L'association AIB demande à la cour de :
- confirmer le jugement
- en tout état de cause, débouter M. [T] de ses demandes
- y ajoutant, condamner M. [T] à lui payer la somme de 2 500 euros au titre de l'article 700 du code de procédure civile.
La procédure a été clôturée par ordonnance du 3 mai 2023.
SUR CE
1) Sur la demande de requalification en contrat à temps plein
Pour solliciter cette requalification M. [T] se fonde sur l'argument suivant : les plannings mensuels ne lui ont jamais été remis à l'avance et les sollicitations de l'employeur lui étaient adressées au fur et à mesure sans aucune régularité des horaires et aucune prévisibilité.
Cependant, l'association AIB verse aux débats pour chaque mois de la période considérée un document qui, s'il se présente avec la mention en tête 'relevé d'heures', porte aussi la mention 'planning défini par l'utilisateur' et qui, s'il mentionne que le dernier jour du mois le salarié et l'utilisateur apposent conjointement leur signature, mentionne également la date d'établissement du document qui s'avère être une date se situant dans les derniers jours du mois précédant le mois concerné (exemple pour le mois de mars, le document porte la date du 25 février 2019).
Ces documents indiquent les horaires travaillés du mois et le premier juge a exactement considéré qu'ils valaient comme plannings ensuite utilisés comme relevés d'heures et établissaient que le salarié avait donc eu connaissance de son planning chaque mois à l'avance de sorte qu'au regard de l'argumentation développée la demande de requalification n'était pas fondée.
2) Sur la demande de communication de bulletin de salaire rectifiés
Au regard des dispositions de l'article R.3243-1 du code du travail, le premier juge a exactement relevé qu'aucune obligation de remettre des bulletins de salaire portant mention des jours non travaillés ne pesait sur l'employeur qui, en remettant les bulletins de salaire litigieux, s'était conformé à l'obligation d'y faire figurer la période et le nombre d'heures de travail auxquels se rapportait le salaire.
Il a en outre exactement relevé, par des motifs que la cour adopte, que les dispositions de l'article D.3171-12 du code du travail ne pouvaient fonder la demande de communication telle que faite.
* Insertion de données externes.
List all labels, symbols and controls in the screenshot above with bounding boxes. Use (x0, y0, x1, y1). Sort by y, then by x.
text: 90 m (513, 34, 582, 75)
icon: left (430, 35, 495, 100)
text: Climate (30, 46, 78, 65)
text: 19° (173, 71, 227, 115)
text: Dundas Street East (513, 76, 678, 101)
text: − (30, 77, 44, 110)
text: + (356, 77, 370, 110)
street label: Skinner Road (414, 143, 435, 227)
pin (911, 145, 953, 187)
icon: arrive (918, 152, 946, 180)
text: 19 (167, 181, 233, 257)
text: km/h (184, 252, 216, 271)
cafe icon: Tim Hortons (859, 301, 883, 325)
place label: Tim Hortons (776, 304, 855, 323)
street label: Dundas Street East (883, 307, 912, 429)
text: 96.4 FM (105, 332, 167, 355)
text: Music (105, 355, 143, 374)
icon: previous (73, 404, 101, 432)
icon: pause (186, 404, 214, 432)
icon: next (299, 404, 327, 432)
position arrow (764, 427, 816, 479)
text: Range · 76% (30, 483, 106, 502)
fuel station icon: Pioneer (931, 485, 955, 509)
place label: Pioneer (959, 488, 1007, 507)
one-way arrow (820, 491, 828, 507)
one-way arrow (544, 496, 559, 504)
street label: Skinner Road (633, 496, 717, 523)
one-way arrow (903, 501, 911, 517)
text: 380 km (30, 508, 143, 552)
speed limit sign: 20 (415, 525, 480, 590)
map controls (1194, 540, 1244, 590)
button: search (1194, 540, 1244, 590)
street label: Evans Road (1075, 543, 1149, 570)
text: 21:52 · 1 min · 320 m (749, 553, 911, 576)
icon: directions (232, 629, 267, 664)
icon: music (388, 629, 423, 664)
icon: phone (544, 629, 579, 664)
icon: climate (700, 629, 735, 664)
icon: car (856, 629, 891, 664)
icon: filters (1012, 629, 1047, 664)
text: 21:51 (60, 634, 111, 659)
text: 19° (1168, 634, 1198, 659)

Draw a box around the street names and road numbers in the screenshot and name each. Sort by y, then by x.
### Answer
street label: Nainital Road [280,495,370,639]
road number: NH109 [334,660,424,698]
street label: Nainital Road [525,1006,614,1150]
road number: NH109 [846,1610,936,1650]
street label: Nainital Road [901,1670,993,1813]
3) Sur la demande de communication d'attestations Pôle emploi
Pour des motifs tenant aux dispositions de l'article R.1234-11 du code du travail et à l'absence dans le contrat de travail du droit pour le salarié d'obtenir à sa demande sans délai les documents et que la cour adopte, le jugement sera confirmé en ce qu'il a ordonné la remise et il le sera également sur le rejet de la demande d'astreinte et de la demande de dommages et intérêts pour les motifs exactement retenus par le premier juge tenant à l'absence d'allégation de circonstances justifiant l'astreinte et à l'absence de justification d'un préjudice.
Il n'est pas inéquitable de laisser à la charge de l'association AIB les frais non compris dans les dépens tant en première instance qu'en cause d'appel.
PAR CES MOTIFS
LA COUR
Confirme le jugement entrepris.
Y ajoutant, déboute l'association AIB de sa demande au titre de l'article 700 du code de procédure civile pour les frais exposés en cause d'appel.
Condamne M. [T] aux dépens de l'instance d'appel.